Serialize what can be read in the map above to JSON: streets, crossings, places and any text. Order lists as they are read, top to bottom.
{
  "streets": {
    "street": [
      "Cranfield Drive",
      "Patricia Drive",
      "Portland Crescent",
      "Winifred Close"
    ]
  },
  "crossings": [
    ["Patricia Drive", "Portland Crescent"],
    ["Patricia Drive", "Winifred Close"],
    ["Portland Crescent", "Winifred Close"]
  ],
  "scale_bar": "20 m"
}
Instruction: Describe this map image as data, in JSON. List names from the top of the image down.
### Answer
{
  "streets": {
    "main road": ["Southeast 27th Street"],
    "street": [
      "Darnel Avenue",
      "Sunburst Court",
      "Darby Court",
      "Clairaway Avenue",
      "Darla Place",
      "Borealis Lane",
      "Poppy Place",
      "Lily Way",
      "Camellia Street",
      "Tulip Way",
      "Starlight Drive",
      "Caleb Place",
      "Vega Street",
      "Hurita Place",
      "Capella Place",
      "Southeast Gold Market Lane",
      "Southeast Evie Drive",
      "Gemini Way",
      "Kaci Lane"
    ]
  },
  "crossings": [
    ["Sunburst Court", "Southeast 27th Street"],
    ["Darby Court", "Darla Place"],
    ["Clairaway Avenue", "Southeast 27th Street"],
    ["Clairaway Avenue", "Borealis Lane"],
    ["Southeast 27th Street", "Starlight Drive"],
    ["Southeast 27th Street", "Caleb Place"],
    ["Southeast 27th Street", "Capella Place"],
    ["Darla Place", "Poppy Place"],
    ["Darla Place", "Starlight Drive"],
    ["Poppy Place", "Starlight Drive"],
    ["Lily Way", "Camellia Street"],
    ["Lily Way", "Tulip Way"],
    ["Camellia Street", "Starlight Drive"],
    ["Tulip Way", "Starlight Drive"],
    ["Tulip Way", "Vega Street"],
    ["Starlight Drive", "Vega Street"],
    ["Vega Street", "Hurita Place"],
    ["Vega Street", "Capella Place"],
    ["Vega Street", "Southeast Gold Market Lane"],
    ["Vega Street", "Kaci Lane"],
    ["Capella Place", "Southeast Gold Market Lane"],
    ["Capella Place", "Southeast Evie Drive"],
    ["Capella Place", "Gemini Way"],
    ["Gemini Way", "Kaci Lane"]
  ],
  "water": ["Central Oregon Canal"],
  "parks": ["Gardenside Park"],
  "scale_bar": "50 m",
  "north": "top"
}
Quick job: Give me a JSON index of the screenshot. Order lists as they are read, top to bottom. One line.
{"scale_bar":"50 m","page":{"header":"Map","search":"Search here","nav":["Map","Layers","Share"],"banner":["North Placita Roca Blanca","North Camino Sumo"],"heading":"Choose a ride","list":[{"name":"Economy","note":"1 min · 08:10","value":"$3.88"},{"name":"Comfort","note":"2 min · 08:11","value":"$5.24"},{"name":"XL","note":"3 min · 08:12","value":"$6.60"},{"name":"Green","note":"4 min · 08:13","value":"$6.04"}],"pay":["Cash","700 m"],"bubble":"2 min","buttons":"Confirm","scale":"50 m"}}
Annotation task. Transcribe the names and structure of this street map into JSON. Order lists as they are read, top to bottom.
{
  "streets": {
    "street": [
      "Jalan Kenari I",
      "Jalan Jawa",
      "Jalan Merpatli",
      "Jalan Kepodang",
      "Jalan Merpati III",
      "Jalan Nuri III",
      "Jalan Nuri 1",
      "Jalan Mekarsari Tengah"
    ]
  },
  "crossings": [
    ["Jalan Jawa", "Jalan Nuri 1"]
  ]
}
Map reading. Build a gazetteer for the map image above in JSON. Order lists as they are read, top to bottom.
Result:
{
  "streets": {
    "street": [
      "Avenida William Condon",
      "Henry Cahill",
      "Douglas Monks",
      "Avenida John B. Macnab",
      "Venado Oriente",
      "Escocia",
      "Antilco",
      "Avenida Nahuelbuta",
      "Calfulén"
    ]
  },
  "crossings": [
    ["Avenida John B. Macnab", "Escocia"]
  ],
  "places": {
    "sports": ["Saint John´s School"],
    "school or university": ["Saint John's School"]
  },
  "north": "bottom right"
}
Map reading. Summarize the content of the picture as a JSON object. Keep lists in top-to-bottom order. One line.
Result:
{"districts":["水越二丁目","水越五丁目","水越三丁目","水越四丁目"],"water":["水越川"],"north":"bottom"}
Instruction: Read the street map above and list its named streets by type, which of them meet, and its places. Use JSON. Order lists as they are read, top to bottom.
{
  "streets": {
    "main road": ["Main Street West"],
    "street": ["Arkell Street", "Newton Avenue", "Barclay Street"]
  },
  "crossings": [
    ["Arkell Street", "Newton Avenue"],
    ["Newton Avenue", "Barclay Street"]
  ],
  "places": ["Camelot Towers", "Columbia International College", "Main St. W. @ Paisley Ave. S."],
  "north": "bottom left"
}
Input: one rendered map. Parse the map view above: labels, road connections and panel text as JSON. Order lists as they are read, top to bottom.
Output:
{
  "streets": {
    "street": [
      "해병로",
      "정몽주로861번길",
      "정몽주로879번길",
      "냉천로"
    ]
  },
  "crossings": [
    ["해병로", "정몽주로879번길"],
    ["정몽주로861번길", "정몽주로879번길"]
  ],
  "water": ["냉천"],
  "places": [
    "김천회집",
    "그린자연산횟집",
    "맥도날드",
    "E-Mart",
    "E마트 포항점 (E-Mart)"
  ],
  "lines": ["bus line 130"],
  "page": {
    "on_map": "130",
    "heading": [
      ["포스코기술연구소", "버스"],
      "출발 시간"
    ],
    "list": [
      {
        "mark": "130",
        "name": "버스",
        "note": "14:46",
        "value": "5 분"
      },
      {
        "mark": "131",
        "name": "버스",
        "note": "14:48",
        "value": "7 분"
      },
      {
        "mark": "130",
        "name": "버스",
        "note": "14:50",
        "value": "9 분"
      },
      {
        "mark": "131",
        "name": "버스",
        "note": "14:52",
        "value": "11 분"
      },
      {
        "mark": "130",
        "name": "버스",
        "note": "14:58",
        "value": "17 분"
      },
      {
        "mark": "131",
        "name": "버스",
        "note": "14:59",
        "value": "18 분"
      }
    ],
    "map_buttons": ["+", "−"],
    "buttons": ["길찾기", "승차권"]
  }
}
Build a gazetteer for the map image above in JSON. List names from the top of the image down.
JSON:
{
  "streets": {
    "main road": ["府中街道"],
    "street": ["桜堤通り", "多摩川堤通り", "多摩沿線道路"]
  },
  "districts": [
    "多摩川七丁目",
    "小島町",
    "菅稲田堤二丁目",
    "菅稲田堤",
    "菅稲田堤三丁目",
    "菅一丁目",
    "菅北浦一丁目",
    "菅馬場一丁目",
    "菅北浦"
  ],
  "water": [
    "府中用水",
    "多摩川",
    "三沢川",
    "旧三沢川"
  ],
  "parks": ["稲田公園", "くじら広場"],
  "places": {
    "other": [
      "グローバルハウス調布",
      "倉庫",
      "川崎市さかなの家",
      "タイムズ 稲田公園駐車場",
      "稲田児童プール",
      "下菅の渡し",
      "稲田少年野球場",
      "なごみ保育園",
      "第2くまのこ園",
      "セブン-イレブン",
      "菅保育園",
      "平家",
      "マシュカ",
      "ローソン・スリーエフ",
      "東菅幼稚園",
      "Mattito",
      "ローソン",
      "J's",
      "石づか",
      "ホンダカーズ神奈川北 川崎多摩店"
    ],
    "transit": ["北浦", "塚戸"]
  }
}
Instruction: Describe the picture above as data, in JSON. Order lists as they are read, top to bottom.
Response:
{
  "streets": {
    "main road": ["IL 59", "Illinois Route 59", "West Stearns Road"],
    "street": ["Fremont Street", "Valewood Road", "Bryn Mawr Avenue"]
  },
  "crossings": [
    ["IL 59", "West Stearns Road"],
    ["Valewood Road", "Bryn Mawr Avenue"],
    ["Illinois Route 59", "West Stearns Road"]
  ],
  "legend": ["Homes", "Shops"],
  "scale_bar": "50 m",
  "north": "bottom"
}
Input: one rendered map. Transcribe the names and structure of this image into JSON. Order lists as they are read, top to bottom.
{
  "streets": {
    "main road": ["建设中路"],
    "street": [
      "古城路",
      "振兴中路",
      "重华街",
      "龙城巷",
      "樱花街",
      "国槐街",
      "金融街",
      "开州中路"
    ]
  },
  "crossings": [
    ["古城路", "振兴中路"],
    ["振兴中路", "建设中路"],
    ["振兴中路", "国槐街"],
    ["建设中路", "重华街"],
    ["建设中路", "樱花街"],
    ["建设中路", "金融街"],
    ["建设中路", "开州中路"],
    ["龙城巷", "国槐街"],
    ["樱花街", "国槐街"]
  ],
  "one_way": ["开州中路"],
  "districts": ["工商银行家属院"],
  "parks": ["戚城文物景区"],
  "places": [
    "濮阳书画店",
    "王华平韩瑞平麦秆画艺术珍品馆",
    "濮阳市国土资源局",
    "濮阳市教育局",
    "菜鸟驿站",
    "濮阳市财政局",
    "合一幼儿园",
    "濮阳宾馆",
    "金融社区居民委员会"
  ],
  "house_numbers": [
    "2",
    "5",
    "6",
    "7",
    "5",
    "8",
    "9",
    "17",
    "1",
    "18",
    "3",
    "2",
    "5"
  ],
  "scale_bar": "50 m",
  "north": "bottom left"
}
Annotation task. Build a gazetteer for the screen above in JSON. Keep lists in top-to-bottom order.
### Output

____________________

Copy the stretch of the records above that runs from the line with "Instruction: Read the" through the line with "Input: one rendered map. Parse". Both end lines belong in the copy, and nothing else does.

Instruction: Read the street map above and list its named streets by type, which of them meet, and its places. Use JSON. Order lists as they are read, top to bottom.
{
  "streets": {
    "main road": ["Main Street West"],
    "street": ["Arkell Street", "Newton Avenue", "Barclay Street"]
  },
  "crossings": [
    ["Arkell Street", "Newton Avenue"],
    ["Newton Avenue", "Barclay Street"]
  ],
  "places": ["Camelot Towers", "Columbia International College", "Main St. W. @ Paisley Ave. S."],
  "north": "bottom left"
}
Input: one rendered map. Parse the map view above: labels, road connections and panel text as JSON. Order lists as they are read, top to bottom.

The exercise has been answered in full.